** Opening Listed records block **

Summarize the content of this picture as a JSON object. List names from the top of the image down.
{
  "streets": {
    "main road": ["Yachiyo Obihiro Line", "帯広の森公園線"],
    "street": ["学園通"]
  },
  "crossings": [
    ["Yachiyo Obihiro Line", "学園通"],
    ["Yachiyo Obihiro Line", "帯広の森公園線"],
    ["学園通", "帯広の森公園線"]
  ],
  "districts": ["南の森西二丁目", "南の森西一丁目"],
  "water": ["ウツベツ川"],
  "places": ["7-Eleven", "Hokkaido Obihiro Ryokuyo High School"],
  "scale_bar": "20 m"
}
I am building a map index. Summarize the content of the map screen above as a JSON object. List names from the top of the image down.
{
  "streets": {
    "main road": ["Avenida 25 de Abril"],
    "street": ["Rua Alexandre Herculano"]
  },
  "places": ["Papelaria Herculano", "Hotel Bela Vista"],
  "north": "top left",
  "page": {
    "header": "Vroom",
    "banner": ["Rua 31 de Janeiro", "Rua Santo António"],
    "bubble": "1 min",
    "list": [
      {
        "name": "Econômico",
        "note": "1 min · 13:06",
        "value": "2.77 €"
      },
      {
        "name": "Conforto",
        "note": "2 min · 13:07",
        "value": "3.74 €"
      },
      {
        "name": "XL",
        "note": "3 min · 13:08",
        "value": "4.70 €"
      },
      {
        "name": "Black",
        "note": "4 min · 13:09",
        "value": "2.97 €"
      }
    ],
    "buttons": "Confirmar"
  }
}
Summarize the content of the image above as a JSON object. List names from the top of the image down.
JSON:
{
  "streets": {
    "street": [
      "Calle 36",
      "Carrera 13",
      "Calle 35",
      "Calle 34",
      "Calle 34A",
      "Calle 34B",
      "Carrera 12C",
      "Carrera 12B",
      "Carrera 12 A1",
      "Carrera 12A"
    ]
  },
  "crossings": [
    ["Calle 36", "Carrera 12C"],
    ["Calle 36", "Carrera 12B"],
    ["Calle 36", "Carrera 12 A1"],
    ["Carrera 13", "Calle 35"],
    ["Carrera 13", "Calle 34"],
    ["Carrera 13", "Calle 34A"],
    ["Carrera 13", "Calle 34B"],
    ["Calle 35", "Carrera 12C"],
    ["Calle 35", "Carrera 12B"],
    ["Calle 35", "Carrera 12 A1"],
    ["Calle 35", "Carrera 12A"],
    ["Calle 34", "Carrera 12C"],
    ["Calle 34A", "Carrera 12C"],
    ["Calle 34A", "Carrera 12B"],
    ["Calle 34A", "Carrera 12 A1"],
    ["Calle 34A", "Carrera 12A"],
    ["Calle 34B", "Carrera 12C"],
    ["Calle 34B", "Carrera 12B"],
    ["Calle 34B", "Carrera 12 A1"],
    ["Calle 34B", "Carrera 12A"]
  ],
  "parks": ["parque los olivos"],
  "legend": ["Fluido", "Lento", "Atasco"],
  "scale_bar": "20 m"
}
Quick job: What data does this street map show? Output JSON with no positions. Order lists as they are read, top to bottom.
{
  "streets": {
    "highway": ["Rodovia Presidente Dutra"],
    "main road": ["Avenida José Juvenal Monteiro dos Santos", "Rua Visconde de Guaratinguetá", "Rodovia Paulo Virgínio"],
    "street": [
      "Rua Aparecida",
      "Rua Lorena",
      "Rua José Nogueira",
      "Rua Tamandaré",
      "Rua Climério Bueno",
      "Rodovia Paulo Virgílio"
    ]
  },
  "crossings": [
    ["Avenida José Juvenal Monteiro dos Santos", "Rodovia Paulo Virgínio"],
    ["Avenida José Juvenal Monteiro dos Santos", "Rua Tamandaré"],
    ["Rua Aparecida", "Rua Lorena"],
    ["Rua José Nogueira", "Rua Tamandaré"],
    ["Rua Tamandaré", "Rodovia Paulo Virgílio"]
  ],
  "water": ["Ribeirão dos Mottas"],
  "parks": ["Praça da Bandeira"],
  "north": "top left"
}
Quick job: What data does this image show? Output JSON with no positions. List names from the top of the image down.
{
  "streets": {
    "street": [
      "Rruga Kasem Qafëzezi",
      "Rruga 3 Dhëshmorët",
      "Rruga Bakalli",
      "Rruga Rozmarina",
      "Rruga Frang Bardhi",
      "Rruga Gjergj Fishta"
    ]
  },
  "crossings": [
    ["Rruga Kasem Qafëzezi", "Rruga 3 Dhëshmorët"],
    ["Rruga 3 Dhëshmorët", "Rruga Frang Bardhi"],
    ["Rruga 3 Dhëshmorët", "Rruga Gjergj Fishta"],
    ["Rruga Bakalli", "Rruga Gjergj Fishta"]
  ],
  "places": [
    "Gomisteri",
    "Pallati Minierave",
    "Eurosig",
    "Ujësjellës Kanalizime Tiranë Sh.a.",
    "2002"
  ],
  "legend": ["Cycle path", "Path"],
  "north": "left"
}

** Closing Listed records block **

__Goal of the exercise__.
An exact reproduction of all the entries above is required.

__Response to the exercise__.
Summarize the content of this picture as a JSON object. List names from the top of the image down.
{
  "streets": {
    "main road": ["Yachiyo Obihiro Line", "帯広の森公園線"],
    "street": ["学園通"]
  },
  "crossings": [
    ["Yachiyo Obihiro Line", "学園通"],
    ["Yachiyo Obihiro Line", "帯広の森公園線"],
    ["学園通", "帯広の森公園線"]
  ],
  "districts": ["南の森西二丁目", "南の森西一丁目"],
  "water": ["ウツベツ川"],
  "places": ["7-Eleven", "Hokkaido Obihiro Ryokuyo High School"],
  "scale_bar": "20 m"
}
I am building a map index. Summarize the content of the map screen above as a JSON object. List names from the top of the image down.
{
  "streets": {
    "main road": ["Avenida 25 de Abril"],
    "street": ["Rua Alexandre Herculano"]
  },
  "places": ["Papelaria Herculano", "Hotel Bela Vista"],
  "north": "top left",
  "page": {
    "header": "Vroom",
    "banner": ["Rua 31 de Janeiro", "Rua Santo António"],
    "bubble": "1 min",
    "list": [
      {
        "name": "Econômico",
        "note": "1 min · 13:06",
        "value": "2.77 €"
      },
      {
        "name": "Conforto",
        "note": "2 min · 13:07",
        "value": "3.74 €"
      },
      {
        "name": "XL",
        "note": "3 min · 13:08",
        "value": "4.70 €"
      },
      {
        "name": "Black",
        "note": "4 min · 13:09",
        "value": "2.97 €"
      }
    ],
    "buttons": "Confirmar"
  }
}
Summarize the content of the image above as a JSON object. List names from the top of the image down.
JSON:
{
  "streets": {
    "street": [
      "Calle 36",
      "Carrera 13",
      "Calle 35",
      "Calle 34",
      "Calle 34A",
      "Calle 34B",
      "Carrera 12C",
      "Carrera 12B",
      "Carrera 12 A1",
      "Carrera 12A"
    ]
  },
  "crossings": [
    ["Calle 36", "Carrera 12C"],
    ["Calle 36", "Carrera 12B"],
    ["Calle 36", "Carrera 12 A1"],
    ["Carrera 13", "Calle 35"],
    ["Carrera 13", "Calle 34"],
    ["Carrera 13", "Calle 34A"],
    ["Carrera 13", "Calle 34B"],
    ["Calle 35", "Carrera 12C"],
    ["Calle 35", "Carrera 12B"],
    ["Calle 35", "Carrera 12 A1"],
    ["Calle 35", "Carrera 12A"],
    ["Calle 34", "Carrera 12C"],
    ["Calle 34A", "Carrera 12C"],
    ["Calle 34A", "Carrera 12B"],
    ["Calle 34A", "Carrera 12 A1"],
    ["Calle 34A", "Carrera 12A"],
    ["Calle 34B", "Carrera 12C"],
    ["Calle 34B", "Carrera 12B"],
    ["Calle 34B", "Carrera 12 A1"],
    ["Calle 34B", "Carrera 12A"]
  ],
  "parks": ["parque los olivos"],
  "legend": ["Fluido", "Lento", "Atasco"],
  "scale_bar": "20 m"
}
Quick job: What data does this street map show? Output JSON with no positions. Order lists as they are read, top to bottom.
{
  "streets": {
    "highway": ["Rodovia Presidente Dutra"],
    "main road": ["Avenida José Juvenal Monteiro dos Santos", "Rua Visconde de Guaratinguetá", "Rodovia Paulo Virgínio"],
    "street": [
      "Rua Aparecida",
      "Rua Lorena",
      "Rua José Nogueira",
      "Rua Tamandaré",
      "Rua Climério Bueno",
      "Rodovia Paulo Virgílio"
    ]
  },
  "crossings": [
    ["Avenida José Juvenal Monteiro dos Santos", "Rodovia Paulo Virgínio"],
    ["Avenida José Juvenal Monteiro dos Santos", "Rua Tamandaré"],
    ["Rua Aparecida", "Rua Lorena"],
    ["Rua José Nogueira", "Rua Tamandaré"],
    ["Rua Tamandaré", "Rodovia Paulo Virgílio"]
  ],
  "water": ["Ribeirão dos Mottas"],
  "parks": ["Praça da Bandeira"],
  "north": "top left"
}
Quick job: What data does this image show? Output JSON with no positions. List names from the top of the image down.
{
  "streets": {
    "street": [
      "Rruga Kasem Qafëzezi",
      "Rruga 3 Dhëshmorët",
      "Rruga Bakalli",
      "Rruga Rozmarina",
      "Rruga Frang Bardhi",
      "Rruga Gjergj Fishta"
    ]
  },
  "crossings": [
    ["Rruga Kasem Qafëzezi", "Rruga 3 Dhëshmorët"],
    ["Rruga 3 Dhëshmorët", "Rruga Frang Bardhi"],
    ["Rruga 3 Dhëshmorët", "Rruga Gjergj Fishta"],
    ["Rruga Bakalli", "Rruga Gjergj Fishta"]
  ],
  "places": [
    "Gomisteri",
    "Pallati Minierave",
    "Eurosig",
    "Ujësjellës Kanalizime Tiranë Sh.a.",
    "2002"
  ],
  "legend": ["Cycle path", "Path"],
  "north": "left"
}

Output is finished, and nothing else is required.